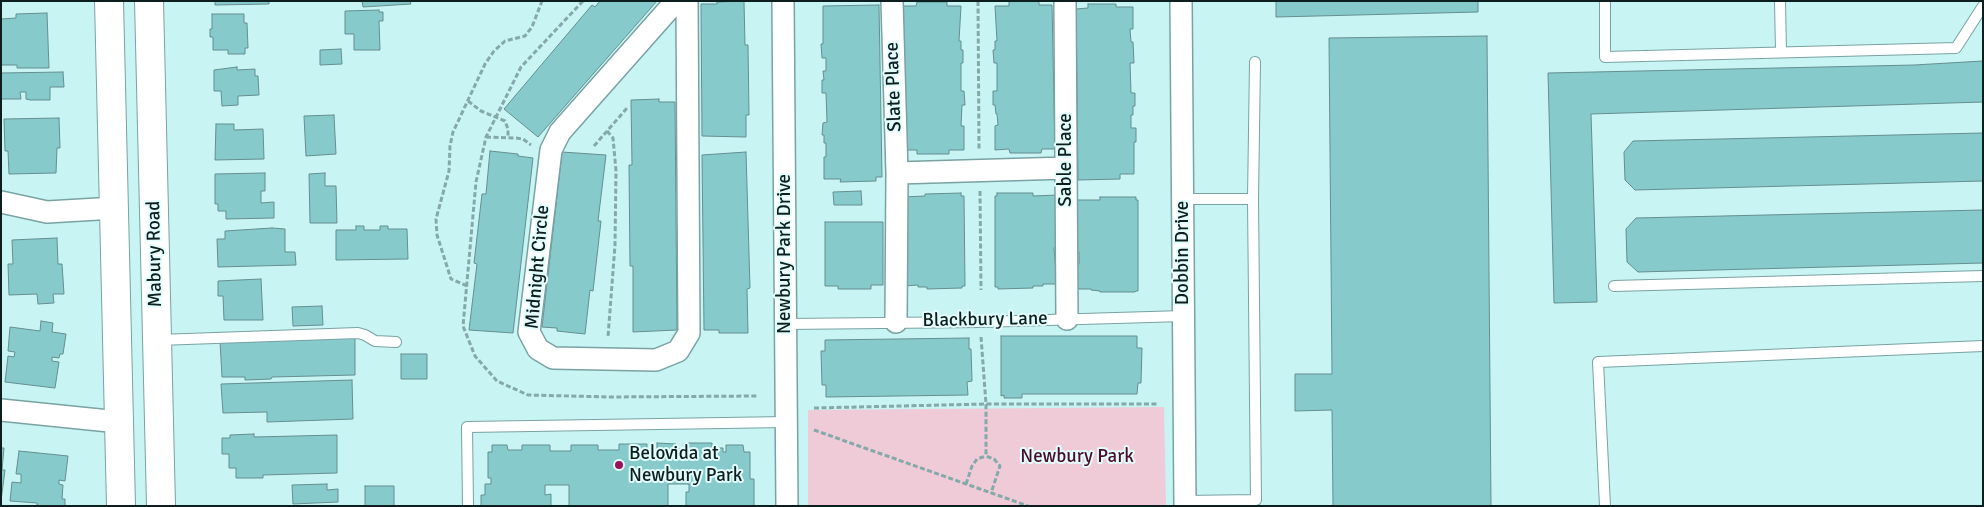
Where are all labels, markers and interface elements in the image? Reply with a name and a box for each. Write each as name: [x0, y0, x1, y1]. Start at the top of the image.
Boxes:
street label: Slate Place: [881, 42, 907, 132]
street label: Sable Place: [1055, 113, 1077, 207]
street label: Newbury Park Drive: [774, 174, 796, 334]
street label: Mabury Road: [143, 201, 167, 307]
street label: Dobbin Drive: [1172, 201, 1194, 305]
street label: Midnight Circle: [521, 204, 555, 330]
street label: Blackbury Lane: [922, 308, 1048, 332]
place label: Belovida at Newbury Park: [629, 443, 742, 487]
park label: Newbury Park: [1020, 446, 1134, 468]
marker: Belovida at Newbury Park: [613, 459, 625, 471]

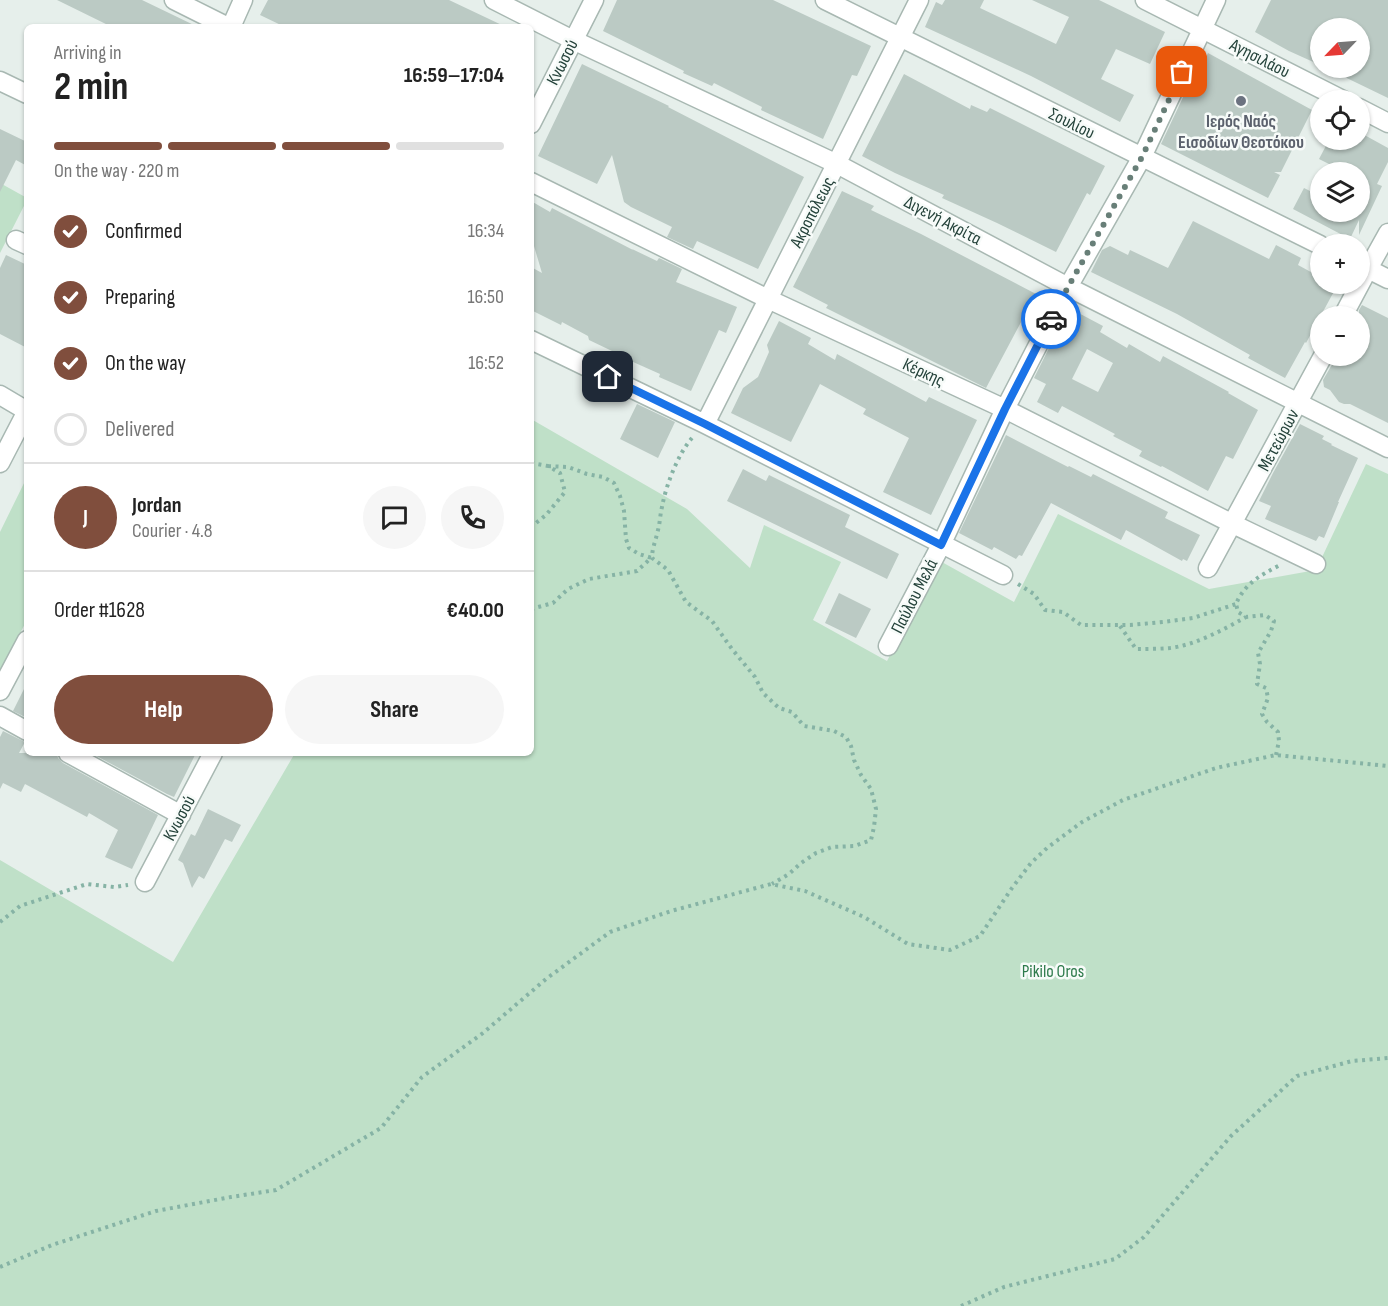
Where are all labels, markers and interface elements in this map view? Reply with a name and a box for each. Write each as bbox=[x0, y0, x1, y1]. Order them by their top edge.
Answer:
north arrow bbox=[1310, 18, 1370, 78]
map controls bbox=[1310, 18, 1370, 366]
street label: Αγησιλάου bbox=[1225, 34, 1293, 82]
street label: Κνωσού bbox=[542, 36, 583, 88]
text: Arriving in bbox=[54, 41, 122, 65]
pin bbox=[1156, 46, 1207, 97]
icon: bag bbox=[1165, 55, 1198, 88]
text: 16:59–17:04 bbox=[404, 62, 504, 89]
text: 2 min bbox=[54, 64, 128, 111]
button: locate bbox=[1310, 90, 1370, 150]
marker: Ιερός Ναός Εισοδίων Θεοτόκου bbox=[1234, 94, 1248, 108]
street label: Σουλίου bbox=[1045, 103, 1098, 144]
place label: Ιερός Ναός Εισοδίων Θεοτόκου bbox=[1178, 111, 1304, 153]
text: On the way · 220 m bbox=[54, 159, 179, 183]
button: layers bbox=[1310, 162, 1370, 222]
street label: Ακροπόλεως bbox=[785, 173, 839, 252]
street label: Διγενή Ακρίτα bbox=[901, 191, 985, 250]
icon: check bbox=[54, 215, 87, 248]
text: Confirmed bbox=[105, 218, 182, 245]
text: 16:34 bbox=[468, 219, 504, 243]
button: + bbox=[1310, 234, 1370, 294]
icon: check bbox=[54, 281, 87, 314]
text: Preparing bbox=[105, 284, 175, 311]
text: 16:50 bbox=[468, 285, 504, 309]
courier bbox=[1021, 289, 1081, 349]
icon: car bbox=[1035, 303, 1068, 336]
button: − bbox=[1310, 306, 1370, 366]
icon: check bbox=[54, 347, 87, 380]
text: On the way bbox=[105, 350, 186, 377]
text: 16:52 bbox=[468, 351, 504, 375]
pin bbox=[582, 351, 633, 402]
street label: Κέρκης bbox=[900, 354, 948, 391]
icon: home bbox=[591, 360, 624, 393]
street label: Μετεώρων bbox=[1253, 406, 1303, 475]
text: Delivered bbox=[105, 416, 174, 443]
button: chat bbox=[363, 486, 426, 549]
button: phone bbox=[441, 486, 504, 549]
text: Jordan bbox=[132, 492, 181, 519]
text: J bbox=[83, 504, 88, 531]
text: Courier · 4.8 bbox=[132, 519, 213, 543]
street label: Παύλου Μελά bbox=[887, 555, 942, 637]
text: Order #1628 bbox=[54, 597, 145, 624]
text: €40.00 bbox=[446, 597, 504, 624]
button: Help bbox=[54, 675, 273, 744]
button: Share bbox=[285, 675, 504, 744]
street label: Κνωσού bbox=[159, 792, 200, 844]
park label: Pikilo Oros bbox=[1022, 961, 1084, 982]

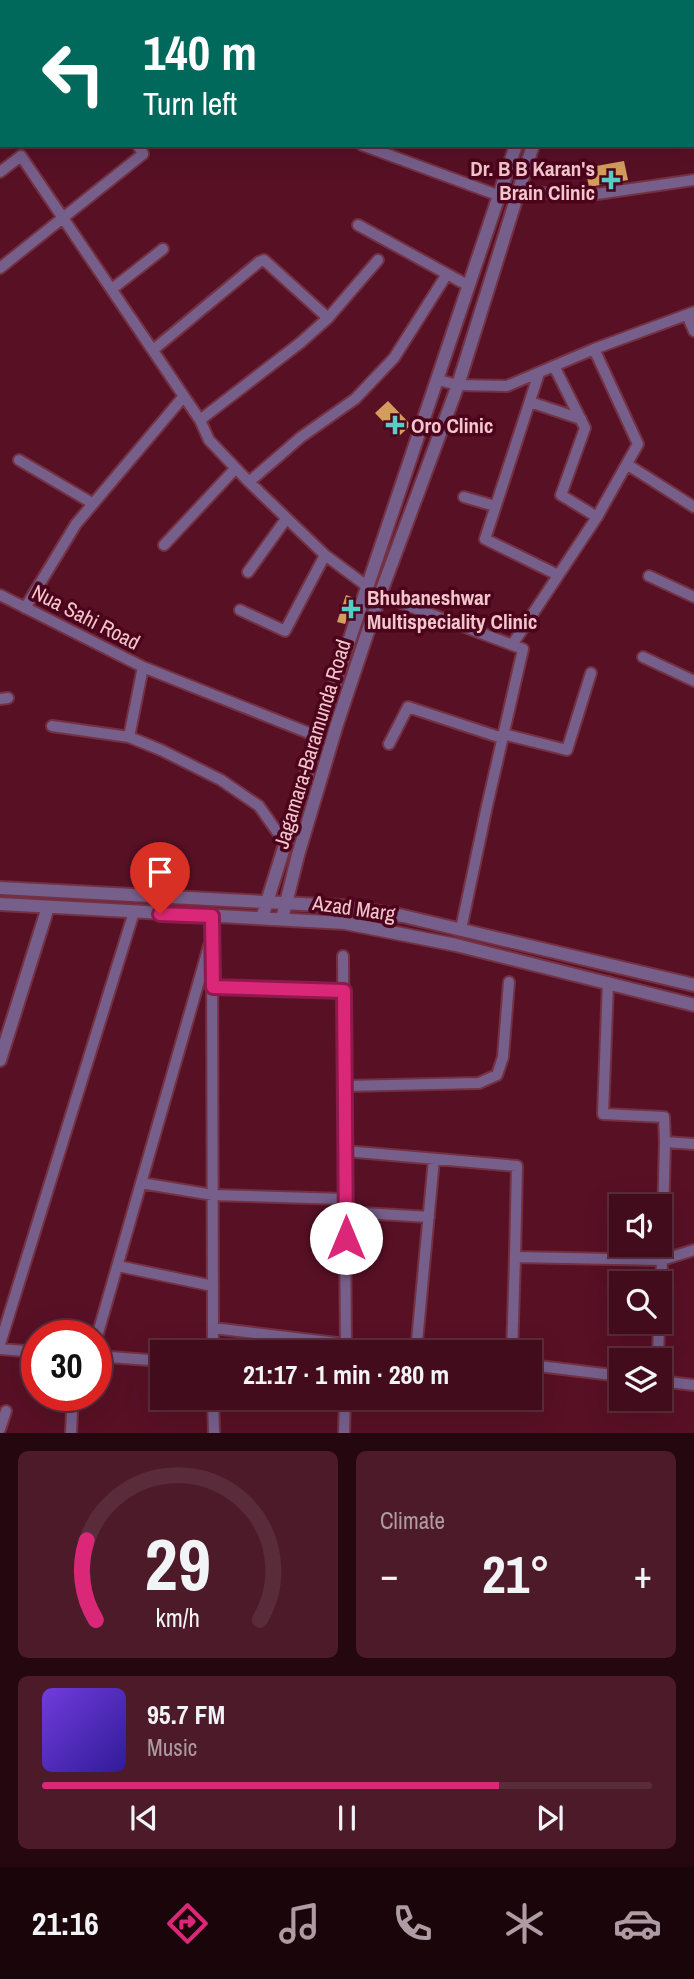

• [Goal of the exercise] When you copy the records above, keep every word exact and drop the pictures.

• [Your solution]
Where are all labels, markers and interface elements in the image? Reply with a name and a box for each. Write each as name: [x0, y0, x1, y1]. Start at the top of the image.
Boxes:
street label: Slate Place: [881, 42, 907, 132]
street label: Sable Place: [1055, 113, 1077, 207]
street label: Newbury Park Drive: [774, 174, 796, 334]
street label: Mabury Road: [143, 201, 167, 307]
street label: Dobbin Drive: [1172, 201, 1194, 305]
street label: Midnight Circle: [521, 204, 555, 330]
street label: Blackbury Lane: [922, 308, 1048, 332]
place label: Belovida at Newbury Park: [629, 443, 742, 487]
park label: Newbury Park: [1020, 446, 1134, 468]
marker: Belovida at Newbury Park: [613, 459, 625, 471]

Where are all labels, markers and interface elements in this map view? Reply with a name and a box for each. Write each as bbox=[x0, y0, x1, y1]. Order them by their top edge.
Answer:
north arrow bbox=[1310, 18, 1370, 78]
map controls bbox=[1310, 18, 1370, 366]
street label: Αγησιλάου bbox=[1225, 34, 1293, 82]
street label: Κνωσού bbox=[542, 36, 583, 88]
text: Arriving in bbox=[54, 41, 122, 65]
pin bbox=[1156, 46, 1207, 97]
icon: bag bbox=[1165, 55, 1198, 88]
text: 16:59–17:04 bbox=[404, 62, 504, 89]
text: 2 min bbox=[54, 64, 128, 111]
button: locate bbox=[1310, 90, 1370, 150]
marker: Ιερός Ναός Εισοδίων Θεοτόκου bbox=[1234, 94, 1248, 108]
street label: Σουλίου bbox=[1045, 103, 1098, 144]
place label: Ιερός Ναός Εισοδίων Θεοτόκου bbox=[1178, 111, 1304, 153]
text: On the way · 220 m bbox=[54, 159, 179, 183]
button: layers bbox=[1310, 162, 1370, 222]
street label: Ακροπόλεως bbox=[785, 173, 839, 252]
street label: Διγενή Ακρίτα bbox=[901, 191, 985, 250]
icon: check bbox=[54, 215, 87, 248]
text: Confirmed bbox=[105, 218, 182, 245]
text: 16:34 bbox=[468, 219, 504, 243]
button: + bbox=[1310, 234, 1370, 294]
icon: check bbox=[54, 281, 87, 314]
text: Preparing bbox=[105, 284, 175, 311]
text: 16:50 bbox=[468, 285, 504, 309]
courier bbox=[1021, 289, 1081, 349]
icon: car bbox=[1035, 303, 1068, 336]
button: − bbox=[1310, 306, 1370, 366]
icon: check bbox=[54, 347, 87, 380]
text: On the way bbox=[105, 350, 186, 377]
text: 16:52 bbox=[468, 351, 504, 375]
pin bbox=[582, 351, 633, 402]
street label: Κέρκης bbox=[900, 354, 948, 391]
icon: home bbox=[591, 360, 624, 393]
street label: Μετεώρων bbox=[1253, 406, 1303, 475]
text: Delivered bbox=[105, 416, 174, 443]
button: chat bbox=[363, 486, 426, 549]
button: phone bbox=[441, 486, 504, 549]
text: Jordan bbox=[132, 492, 181, 519]
text: J bbox=[83, 504, 88, 531]
text: Courier · 4.8 bbox=[132, 519, 213, 543]
street label: Παύλου Μελά bbox=[887, 555, 942, 637]
text: Order #1628 bbox=[54, 597, 145, 624]
text: €40.00 bbox=[446, 597, 504, 624]
button: Help bbox=[54, 675, 273, 744]
button: Share bbox=[285, 675, 504, 744]
street label: Κνωσού bbox=[159, 792, 200, 844]
park label: Pikilo Oros bbox=[1022, 961, 1084, 982]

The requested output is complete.